LOS ANGELES ( Associated Press) – Michael Parks, the former top Los Angeles Times editor who spent 25 years as a foreign correspondent and won a Pulitzer Prize for his reporting on the struggle to end apartheid in South Africa, has died . He was 78 years old.
Parks died of kidney failure and a heart attack late Saturday at Huntington Hospital in Pasadena, California, after falling suddenly ill at home, his son Christopher Parks told the Los Angeles Times.,
Park was the foreign correspondent for the Times and the Baltimore Sun and covered some of the most important events of the 20th century, including the Vietnam War and the fall of the Soviet Union.
After nearly three years as the top editor at the Times, he taught at the University of Southern California’s Annenberg School for Communication and Journalism for 20 years and served two terms as director of its journalism school.
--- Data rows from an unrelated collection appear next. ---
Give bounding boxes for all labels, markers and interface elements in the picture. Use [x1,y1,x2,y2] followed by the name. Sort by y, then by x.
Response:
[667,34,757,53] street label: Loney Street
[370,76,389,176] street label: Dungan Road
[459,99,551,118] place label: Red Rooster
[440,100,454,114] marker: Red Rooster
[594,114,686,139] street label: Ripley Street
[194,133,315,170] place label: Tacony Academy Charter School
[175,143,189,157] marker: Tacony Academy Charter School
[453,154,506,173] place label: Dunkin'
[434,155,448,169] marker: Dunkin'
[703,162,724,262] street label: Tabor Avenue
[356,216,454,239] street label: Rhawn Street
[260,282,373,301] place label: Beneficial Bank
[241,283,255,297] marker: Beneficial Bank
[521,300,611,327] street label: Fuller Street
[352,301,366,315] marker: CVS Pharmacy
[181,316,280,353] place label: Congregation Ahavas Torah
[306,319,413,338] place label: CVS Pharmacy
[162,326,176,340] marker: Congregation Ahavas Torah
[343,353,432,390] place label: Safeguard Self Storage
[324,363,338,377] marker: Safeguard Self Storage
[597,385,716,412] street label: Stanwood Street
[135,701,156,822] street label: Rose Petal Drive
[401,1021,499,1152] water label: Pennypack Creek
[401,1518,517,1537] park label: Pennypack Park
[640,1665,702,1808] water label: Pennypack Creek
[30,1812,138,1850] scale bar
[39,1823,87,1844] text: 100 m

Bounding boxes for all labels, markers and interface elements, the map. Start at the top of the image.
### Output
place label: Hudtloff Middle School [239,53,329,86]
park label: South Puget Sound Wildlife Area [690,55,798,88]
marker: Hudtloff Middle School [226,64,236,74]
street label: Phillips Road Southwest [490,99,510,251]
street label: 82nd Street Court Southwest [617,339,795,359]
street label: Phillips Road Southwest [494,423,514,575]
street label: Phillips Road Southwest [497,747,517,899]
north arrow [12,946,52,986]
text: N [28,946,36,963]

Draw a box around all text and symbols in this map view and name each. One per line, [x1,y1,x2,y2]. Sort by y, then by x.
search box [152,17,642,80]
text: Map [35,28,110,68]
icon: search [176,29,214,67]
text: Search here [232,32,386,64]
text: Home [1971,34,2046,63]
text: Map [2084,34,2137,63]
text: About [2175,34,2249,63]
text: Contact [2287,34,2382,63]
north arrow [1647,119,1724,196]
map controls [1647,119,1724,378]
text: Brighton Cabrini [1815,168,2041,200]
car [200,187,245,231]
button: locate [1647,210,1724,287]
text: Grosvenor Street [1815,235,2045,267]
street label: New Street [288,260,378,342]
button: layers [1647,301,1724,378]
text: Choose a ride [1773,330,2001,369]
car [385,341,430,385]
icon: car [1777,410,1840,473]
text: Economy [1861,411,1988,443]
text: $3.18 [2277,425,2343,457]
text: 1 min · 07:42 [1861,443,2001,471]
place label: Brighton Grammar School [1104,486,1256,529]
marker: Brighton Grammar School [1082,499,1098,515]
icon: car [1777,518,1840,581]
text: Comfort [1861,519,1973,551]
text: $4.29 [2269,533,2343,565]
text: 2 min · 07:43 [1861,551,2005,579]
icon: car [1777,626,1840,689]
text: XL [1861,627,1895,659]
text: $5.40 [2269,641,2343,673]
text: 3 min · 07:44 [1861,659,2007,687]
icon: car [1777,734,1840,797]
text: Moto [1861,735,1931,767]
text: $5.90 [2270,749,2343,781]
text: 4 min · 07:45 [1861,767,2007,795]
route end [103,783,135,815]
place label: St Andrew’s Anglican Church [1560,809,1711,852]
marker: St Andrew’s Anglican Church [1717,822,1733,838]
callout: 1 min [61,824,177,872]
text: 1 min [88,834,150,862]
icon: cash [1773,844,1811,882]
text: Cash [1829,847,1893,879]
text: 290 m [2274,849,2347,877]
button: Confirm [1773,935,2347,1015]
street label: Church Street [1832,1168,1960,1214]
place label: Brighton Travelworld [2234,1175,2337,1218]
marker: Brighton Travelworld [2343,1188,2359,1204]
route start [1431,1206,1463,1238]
“His remarkable life and career is a testament to journalism, not just a job, but a calling. Willow Bay, dean of USC Annenberg, said in a statement, Michael shares his profound knowledge and experience with all of us. shared, and we will always be better because of it.
Parks won the 1987 Pulitzer for International Reporting. The prize jury commended him for his “balanced and comprehensive coverage of South Africa”.
“Michael was an exceptionally talented foreign correspondent, one of the finest of his generation,” said Scott Craft, who succeeded Parks as the Times’ Johannesburg bureau chief and is now the newspaper’s managing editor.
From 1980 to 1995, Parks was the Times bureau chief in Beijing, Johannesburg, Moscow and Jerusalem. After stints as deputy foreign editor and managing editor, he was named editor of the newspaper in 1997.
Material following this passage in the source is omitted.